DIRECTIONS
Pictures should not appear in the copy; the records themselves must be written out exactly.

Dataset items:
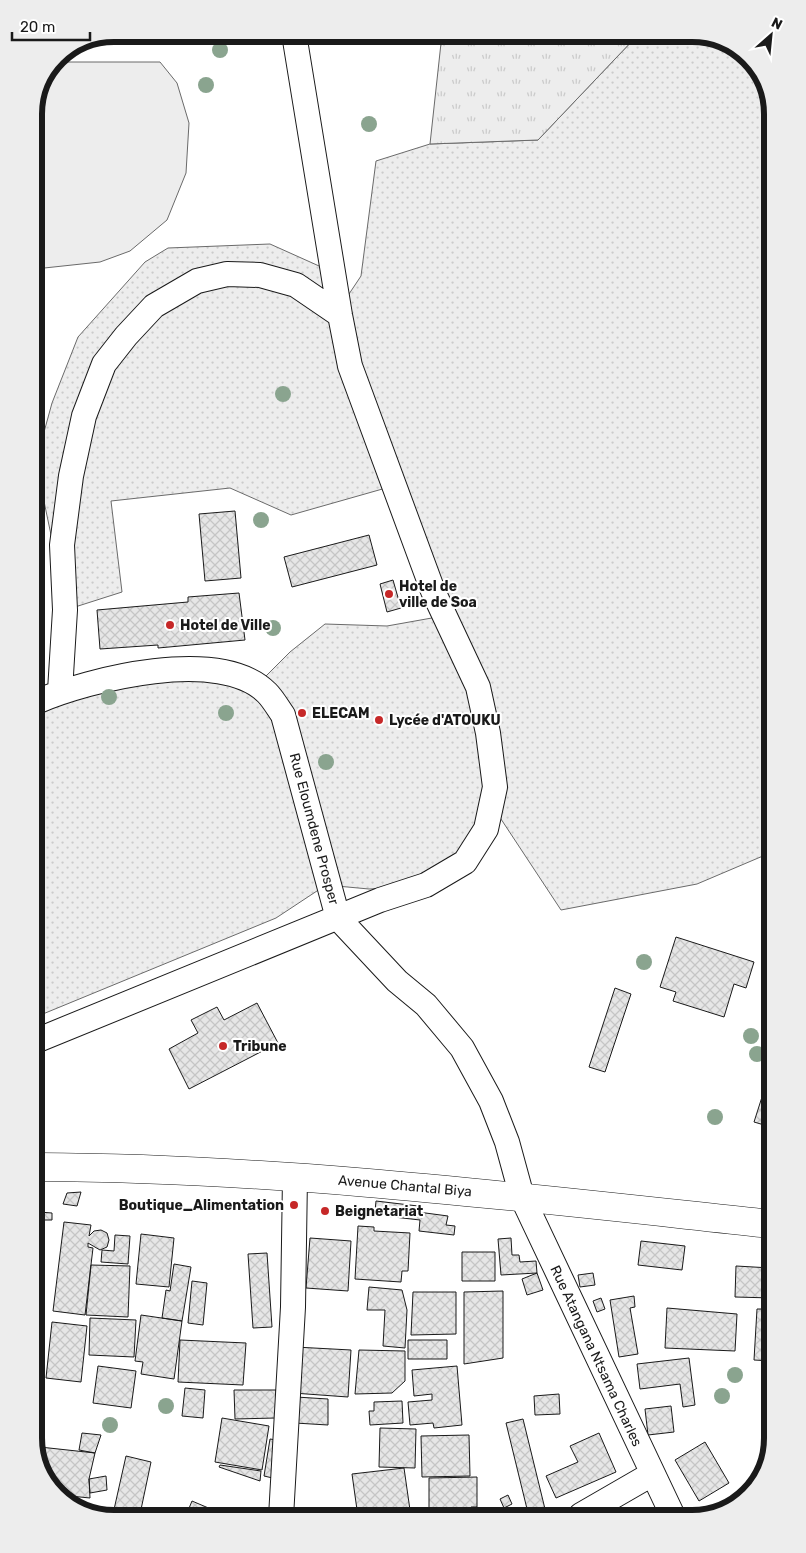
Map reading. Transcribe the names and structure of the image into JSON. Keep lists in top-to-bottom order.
{
  "streets": {
    "main road": ["Avenue Chantal Biya"],
    "street": ["Rue Eloumdene Prosper", "Rue Atangana Ntsama Charles"]
  },
  "crossings": [
    ["Rue Eloumdene Prosper", "Rue Atangana Ntsama Charles"],
    ["Avenue Chantal Biya", "Rue Atangana Ntsama Charles"]
  ],
  "places": [
    "Hotel de ville de Soa",
    "Hotel de Ville",
    "ELECAM",
    "Lycée d'ATOUKU",
    "Tribune",
    "Boutique_Alimentation",
    "Beignetariat"
  ],
  "scale_bar": "20 m",
  "north": "top right"
}
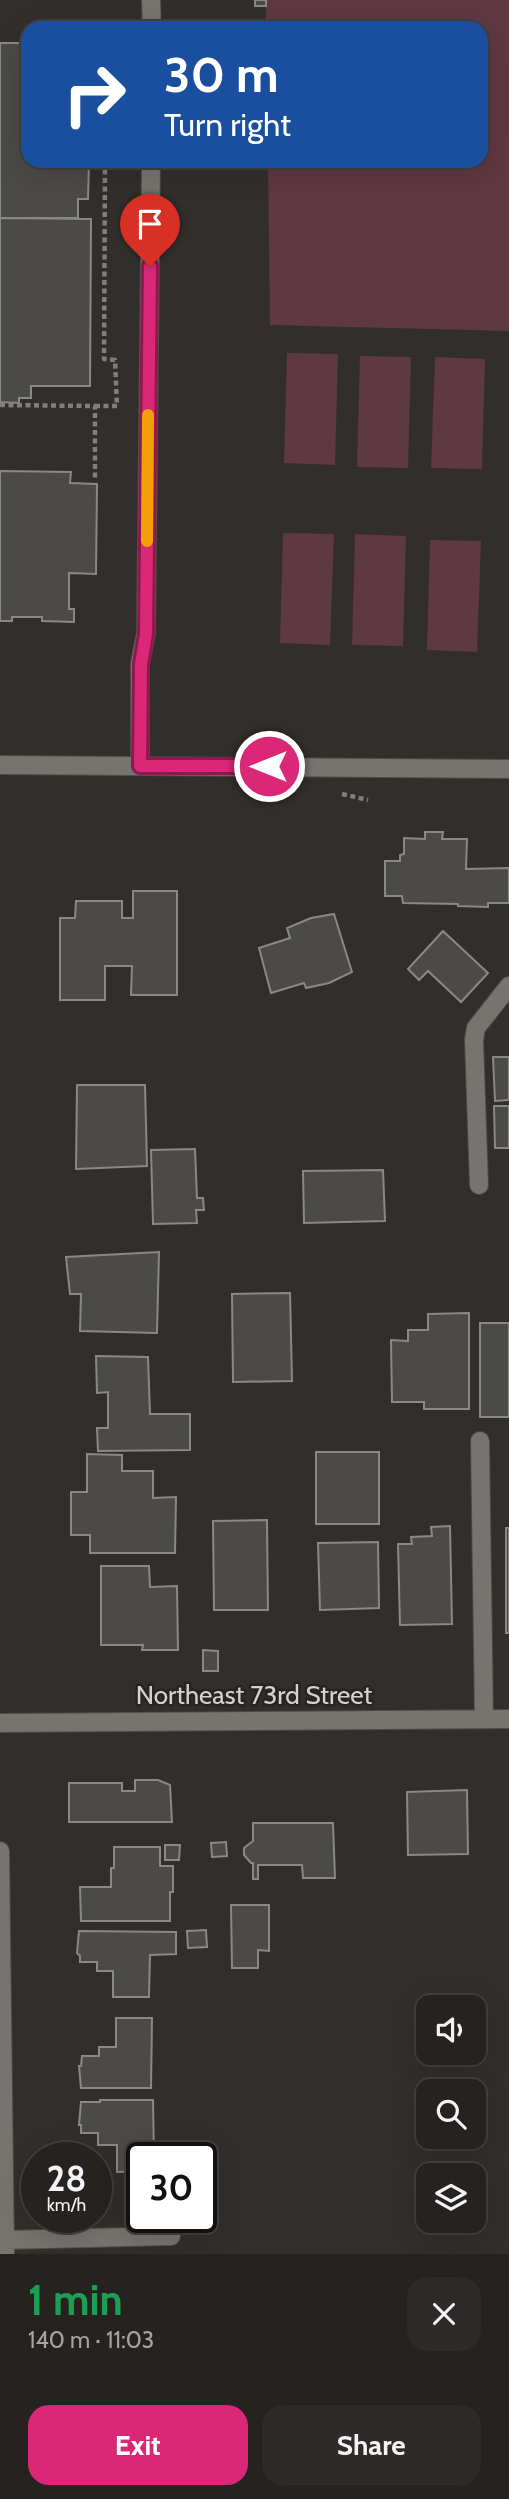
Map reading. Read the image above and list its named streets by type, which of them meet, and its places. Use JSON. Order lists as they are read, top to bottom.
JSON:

ANSWER
Map reading. Transcribe the names and structure of the image into JSON. Keep lists in top-to-bottom order.
{
  "streets": {
    "main road": ["Avenue Chantal Biya"],
    "street": ["Rue Eloumdene Prosper", "Rue Atangana Ntsama Charles"]
  },
  "crossings": [
    ["Rue Eloumdene Prosper", "Rue Atangana Ntsama Charles"],
    ["Avenue Chantal Biya", "Rue Atangana Ntsama Charles"]
  ],
  "places": [
    "Hotel de ville de Soa",
    "Hotel de Ville",
    "ELECAM",
    "Lycée d'ATOUKU",
    "Tribune",
    "Boutique_Alimentation",
    "Beignetariat"
  ],
  "scale_bar": "20 m",
  "north": "top right"
}
Map reading. Read the image above and list its named streets by type, which of them meet, and its places. Use JSON. Order lists as they are read, top to bottom.
JSON:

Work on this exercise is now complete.